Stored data
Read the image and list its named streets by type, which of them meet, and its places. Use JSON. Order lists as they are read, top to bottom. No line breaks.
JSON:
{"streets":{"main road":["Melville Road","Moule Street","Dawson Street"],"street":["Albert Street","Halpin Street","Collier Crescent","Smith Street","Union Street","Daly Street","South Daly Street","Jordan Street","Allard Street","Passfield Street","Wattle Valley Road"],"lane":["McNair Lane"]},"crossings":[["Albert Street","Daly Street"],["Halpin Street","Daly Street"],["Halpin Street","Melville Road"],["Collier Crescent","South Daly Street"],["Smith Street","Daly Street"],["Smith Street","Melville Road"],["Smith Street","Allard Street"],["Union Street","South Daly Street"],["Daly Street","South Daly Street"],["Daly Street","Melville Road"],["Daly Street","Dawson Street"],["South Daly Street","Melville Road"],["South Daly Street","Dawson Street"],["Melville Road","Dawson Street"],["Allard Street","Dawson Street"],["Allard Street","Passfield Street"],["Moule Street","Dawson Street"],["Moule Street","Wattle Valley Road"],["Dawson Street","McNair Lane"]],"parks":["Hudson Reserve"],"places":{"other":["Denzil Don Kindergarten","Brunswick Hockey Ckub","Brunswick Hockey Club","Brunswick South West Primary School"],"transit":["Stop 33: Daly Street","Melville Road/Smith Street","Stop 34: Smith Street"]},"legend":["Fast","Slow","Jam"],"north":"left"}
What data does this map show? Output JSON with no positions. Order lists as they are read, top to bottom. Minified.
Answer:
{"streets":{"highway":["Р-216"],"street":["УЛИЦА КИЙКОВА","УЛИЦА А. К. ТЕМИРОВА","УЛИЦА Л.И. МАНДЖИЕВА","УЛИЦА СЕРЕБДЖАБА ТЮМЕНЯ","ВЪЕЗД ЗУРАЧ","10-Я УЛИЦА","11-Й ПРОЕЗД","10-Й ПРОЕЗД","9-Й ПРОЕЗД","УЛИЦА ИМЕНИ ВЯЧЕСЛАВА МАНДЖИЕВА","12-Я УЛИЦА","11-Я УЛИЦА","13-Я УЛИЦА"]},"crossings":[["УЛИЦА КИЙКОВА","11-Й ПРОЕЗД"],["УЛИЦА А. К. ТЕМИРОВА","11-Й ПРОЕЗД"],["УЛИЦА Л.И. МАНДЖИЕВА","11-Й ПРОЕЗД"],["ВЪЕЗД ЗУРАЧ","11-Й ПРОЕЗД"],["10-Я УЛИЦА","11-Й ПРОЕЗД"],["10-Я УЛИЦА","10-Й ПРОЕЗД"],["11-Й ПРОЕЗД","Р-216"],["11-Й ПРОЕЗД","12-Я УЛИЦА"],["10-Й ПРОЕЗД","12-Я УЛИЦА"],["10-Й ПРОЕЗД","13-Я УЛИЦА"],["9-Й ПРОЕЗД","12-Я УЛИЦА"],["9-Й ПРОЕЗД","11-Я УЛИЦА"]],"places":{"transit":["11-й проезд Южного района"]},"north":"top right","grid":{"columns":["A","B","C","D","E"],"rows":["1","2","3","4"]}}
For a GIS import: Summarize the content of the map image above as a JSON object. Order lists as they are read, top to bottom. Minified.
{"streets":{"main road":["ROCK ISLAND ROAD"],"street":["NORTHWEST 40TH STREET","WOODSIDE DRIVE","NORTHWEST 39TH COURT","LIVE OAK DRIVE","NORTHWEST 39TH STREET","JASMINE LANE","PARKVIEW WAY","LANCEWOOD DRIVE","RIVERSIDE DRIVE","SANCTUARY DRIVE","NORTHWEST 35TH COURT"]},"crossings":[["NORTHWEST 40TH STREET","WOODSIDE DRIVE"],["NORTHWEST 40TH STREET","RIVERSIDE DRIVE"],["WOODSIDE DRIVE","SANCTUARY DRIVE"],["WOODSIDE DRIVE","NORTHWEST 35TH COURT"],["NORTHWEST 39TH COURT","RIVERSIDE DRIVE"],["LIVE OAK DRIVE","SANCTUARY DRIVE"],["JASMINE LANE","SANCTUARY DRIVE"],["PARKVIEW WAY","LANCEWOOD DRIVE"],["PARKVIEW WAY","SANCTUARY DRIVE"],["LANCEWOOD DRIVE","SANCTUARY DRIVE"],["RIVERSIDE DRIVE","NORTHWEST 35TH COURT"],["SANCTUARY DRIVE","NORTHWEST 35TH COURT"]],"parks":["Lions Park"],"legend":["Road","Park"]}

What is required —
Among the lines above, which contain the word "they"? Copy every one.

Result —
Read the image and list its named streets by type, which of them meet, and its places. Use JSON. Order lists as they are read, top to bottom. No line breaks.
What data does this map show? Output JSON with no positions. Order lists as they are read, top to bottom. Minified.
For a GIS import: Summarize the content of the map image above as a JSON object. Order lists as they are read, top to bottom. Minified.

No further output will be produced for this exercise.